Driftin: Single-Step Image Generation at 306 FPS
What if you could generate images in one forward pass instead of fifty? Same UNet, same parameters, 57x faster. Here's what we found when we actually built it and benchmarked it on a 3090.
git clone https://github.com/infatoshi/driftin.git
cd driftin
# Train DDPM baseline (50k steps, ~2h on 3090)
python -m drifting_vs_diffusion.train_ddpm
# Train Drifting with DINOv2 features (50k steps, ~2.5h on 3090)
python -m drifting_vs_diffusion.train_drift --encoder dinov2 --use-features
# Multi-GPU (this is where drifting really shines -- bigger batch = better signal)

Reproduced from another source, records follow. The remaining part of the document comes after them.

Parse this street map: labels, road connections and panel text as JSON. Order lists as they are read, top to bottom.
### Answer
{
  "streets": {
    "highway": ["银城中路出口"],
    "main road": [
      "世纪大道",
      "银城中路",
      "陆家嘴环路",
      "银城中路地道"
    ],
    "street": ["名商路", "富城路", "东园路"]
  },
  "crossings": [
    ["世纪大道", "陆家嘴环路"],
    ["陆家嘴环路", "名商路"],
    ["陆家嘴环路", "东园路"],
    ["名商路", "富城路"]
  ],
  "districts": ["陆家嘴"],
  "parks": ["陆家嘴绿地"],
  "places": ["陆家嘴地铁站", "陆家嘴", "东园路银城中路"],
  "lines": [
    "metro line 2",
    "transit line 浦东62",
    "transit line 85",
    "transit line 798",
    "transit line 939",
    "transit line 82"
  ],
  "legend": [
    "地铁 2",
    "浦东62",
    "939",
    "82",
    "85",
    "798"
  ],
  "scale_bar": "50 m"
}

torchrun --nproc_per_node=8 -m drifting_vs_diffusion.train_drift_ddp \
--encoder dinov2 --batch-size 512 --steps 50000
# Benchmark inference
python bench_inference_full.py
The Speed Gap
We benchmarked both methods on the same 38M-parameter UNet on a single RTX 3090:
| Method | Steps | Latency (1 image) | FPS |
|---|---|---|---|
| DDPM (DDIM sampling) | 50 | 418 ms | 2.4 |
| Drifting | 1 | 3.26 ms | 306 |
That's not a typo. 306 frames per second for image generation on a consumer GPU, with torch.compile and zero other optimization. No TensorRT, no quantization, no custom kernels. Just one forward pass.

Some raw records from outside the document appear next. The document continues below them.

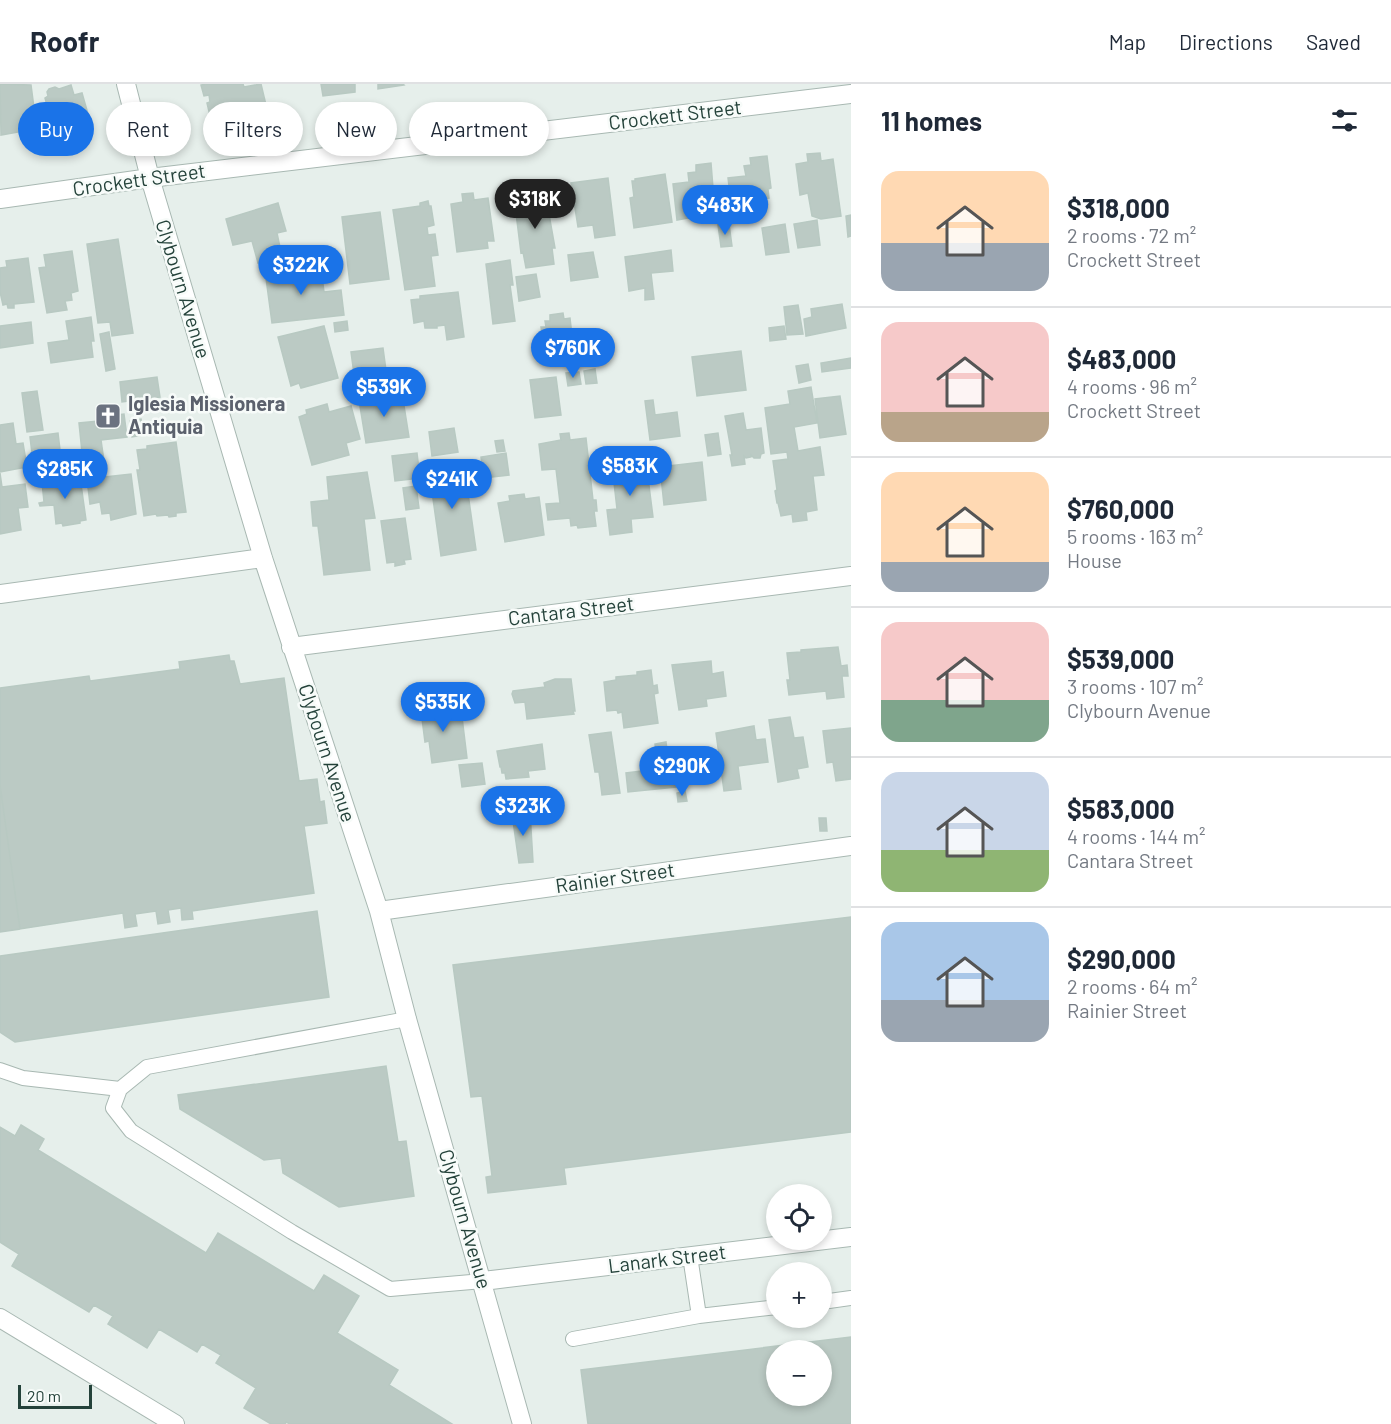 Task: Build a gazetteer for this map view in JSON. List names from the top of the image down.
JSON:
{
  "streets": {
    "street": [
      "Crockett Street",
      "Clybourn Avenue",
      "Cantara Street",
      "Rainier Street",
      "Lanark Street"
    ]
  },
  "crossings": [
    ["Crockett Street", "Clybourn Avenue"],
    ["Clybourn Avenue", "Cantara Street"],
    ["Clybourn Avenue", "Rainier Street"],
    ["Clybourn Avenue", "Lanark Street"]
  ],
  "places": {
    "church": ["Iglesia Missionera Antiquia"]
  },
  "scale_bar": "20 m",
  "page": {
    "header": "Roofr",
    "nav": ["Map", "Directions", "Saved"],
    "heading": "11 homes",
    "chip": [
      "Buy",
      "Rent",
      "Filters",
      "New",
      "Apartment"
    ],
    "list": [
      {
        "name": "$318,000",
        "note": "2 rooms · 72 m² · Crockett Street"
      },
      {
        "name": "$483,000",
        "note": "4 rooms · 96 m² · Crockett Street"
      },
      {
        "name": "$760,000",
        "note": "5 rooms · 163 m² · House"
      },
      {
        "name": "$539,000",
        "note": "3 rooms · 107 m² · Clybourn Avenue"
      },
      {
        "name": "$583,000",
        "note": "4 rooms · 144 m² · Cantara Street"
      },
      {
        "name": "$290,000",
        "note": "2 rooms · 64 m² · Rainier Street"
      }
    ],
    "price": [
      "$318K",
      "$483K",
      "$322K",
      "$760K",
      "$539K",
      "$583K",
      "$285K",
      "$241K",
      "$535K",
      "$290K",
      "$323K"
    ],
    "map_buttons": ["+", "−"],
    "scale": "20 m"
  }
}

At batch size 128, drifting pushes 1,574 images per second on a single 3090.
Why This Makes Real-Time Video Generation Feasible
Every video diffusion model today -- Sora, Kling, Runway -- generates frames through iterative denoising. Each frame requires hundreds of sequential neural network evaluations. Real-time? Impossible. Interactive? Forget it.
Drifting changes this. One forward pass per frame. On a 3090:
| Resolution | Latency | FPS | Notes |
|---|---|---|---|
| 32x32 | 3.3 ms | 306 | Current experiments |
| 64x64 | ~6 ms | ~160 | Extrapolated |
| 64x64 latent → 512x512 | ~13 ms | ~77 | With VAE decoder |
For latent-space generation (like Stable Diffusion's architecture), drifting in 64x64 latent space + VAE decode to 512x512 could hit 77 FPS on a single consumer 3090. On an H100, that's 150+. This is real-time territory.

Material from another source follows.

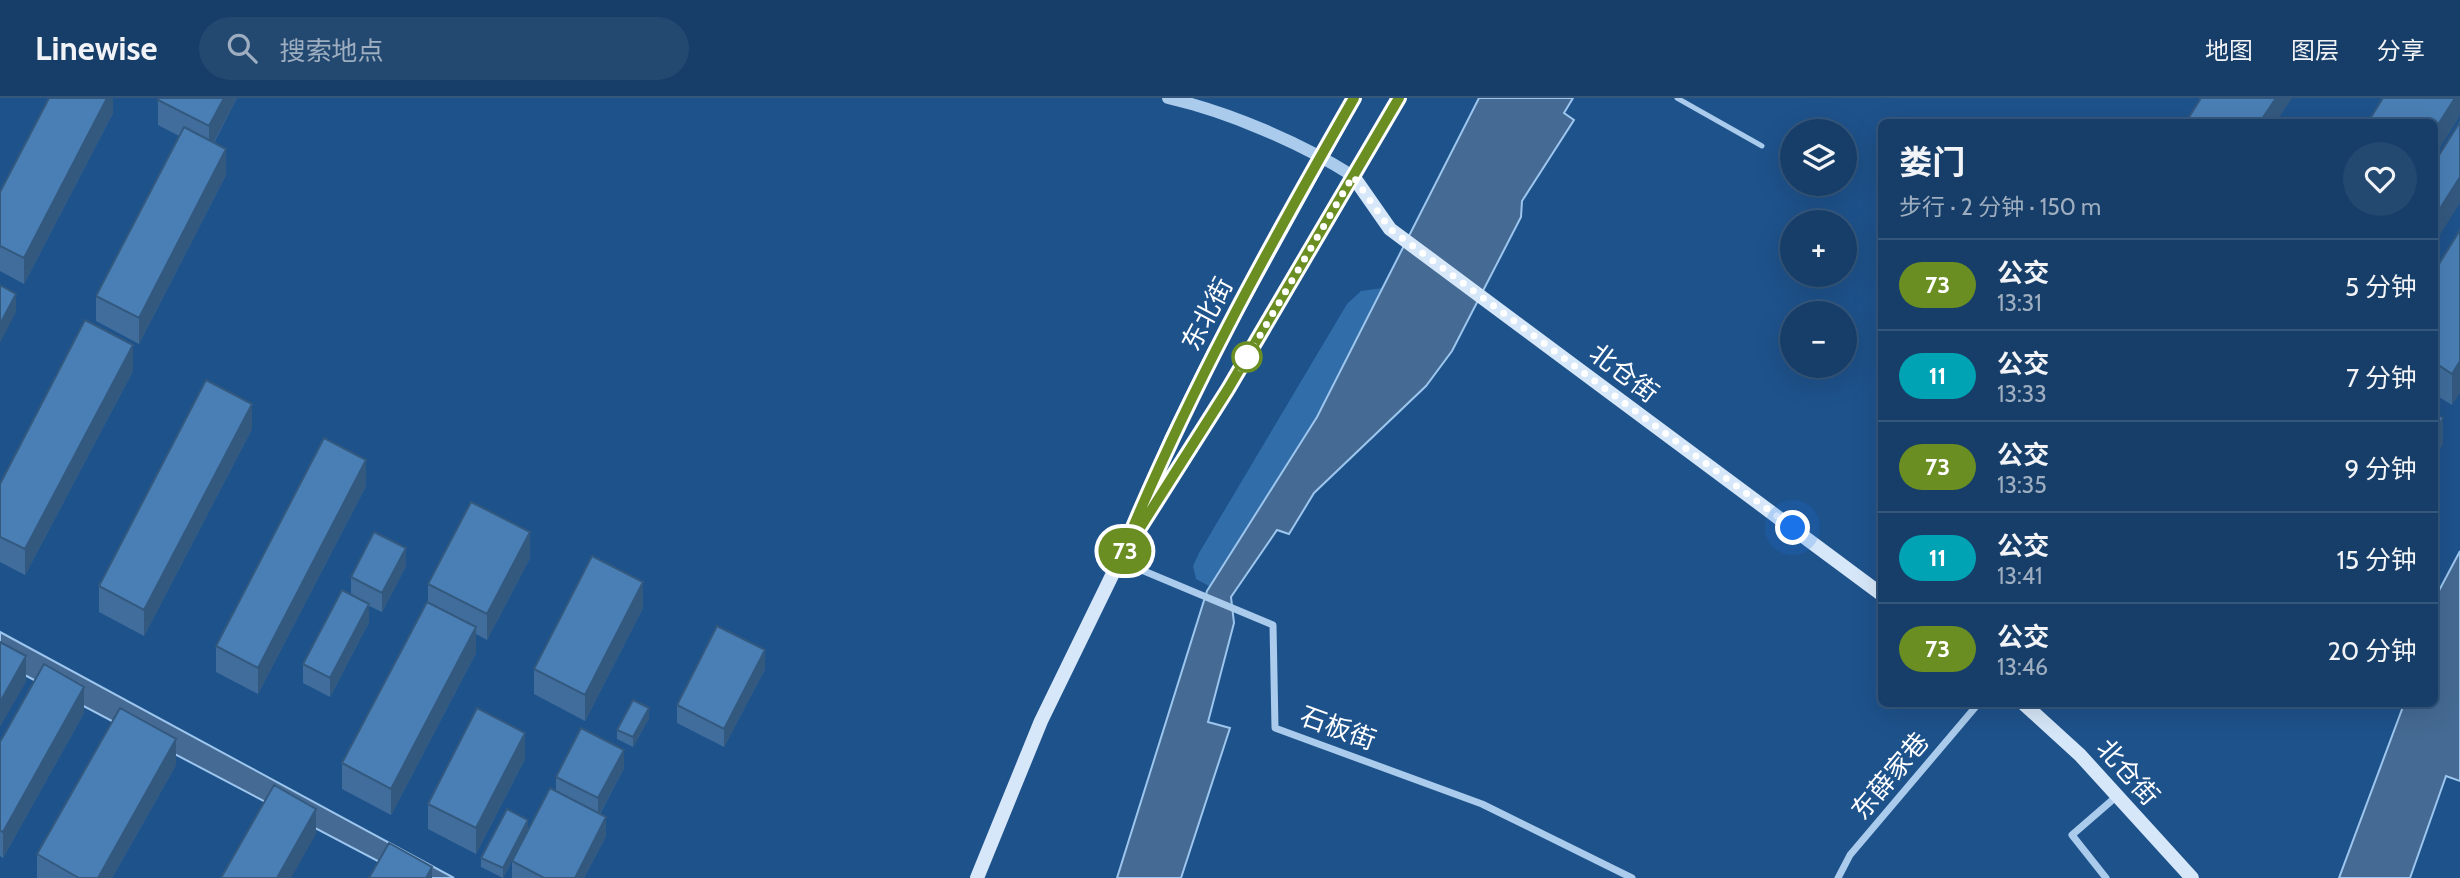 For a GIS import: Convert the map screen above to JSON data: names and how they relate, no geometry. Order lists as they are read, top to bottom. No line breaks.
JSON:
{"streets":{"main road":["东北街","北仓街"],"street":["石板街","东薛家巷"]},"crossings":[["东北街","北仓街"],["东北街","石板街"]],"lines":["bus line 73"],"page":{"header":"Linewise","search":"搜索地点","nav":["地图","图层","分享"],"on_map":"73","map_buttons":["+","−"],"heading":["娄门","步行 · 2 分钟 · 150 m"],"list":[{"mark":"73","name":"公交","note":"13:31","value":"5 分钟"},{"mark":"11","name":"公交","note":"13:33","value":"7 分钟"},{"mark":"73","name":"公交","note":"13:35","value":"9 分钟"},{"mark":"11","name":"公交","note":"13:41","value":"15 分钟"},{"mark":"73","name":"公交","note":"13:46","value":"20 分钟"}]}}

And we haven't even touched TensorRT, INT8 quantization, or CUDA graphs yet. With those, sub-millisecond generation at 32x32 is within reach.
How Drifting Works
Instead of learning to predict noise (diffusion), drifting learns to map noise directly to images in one shot. During training:
- Generate images from noise via the UNet (single forward pass)
- Extract features from both generated and real images using a frozen encoder (DINOv2)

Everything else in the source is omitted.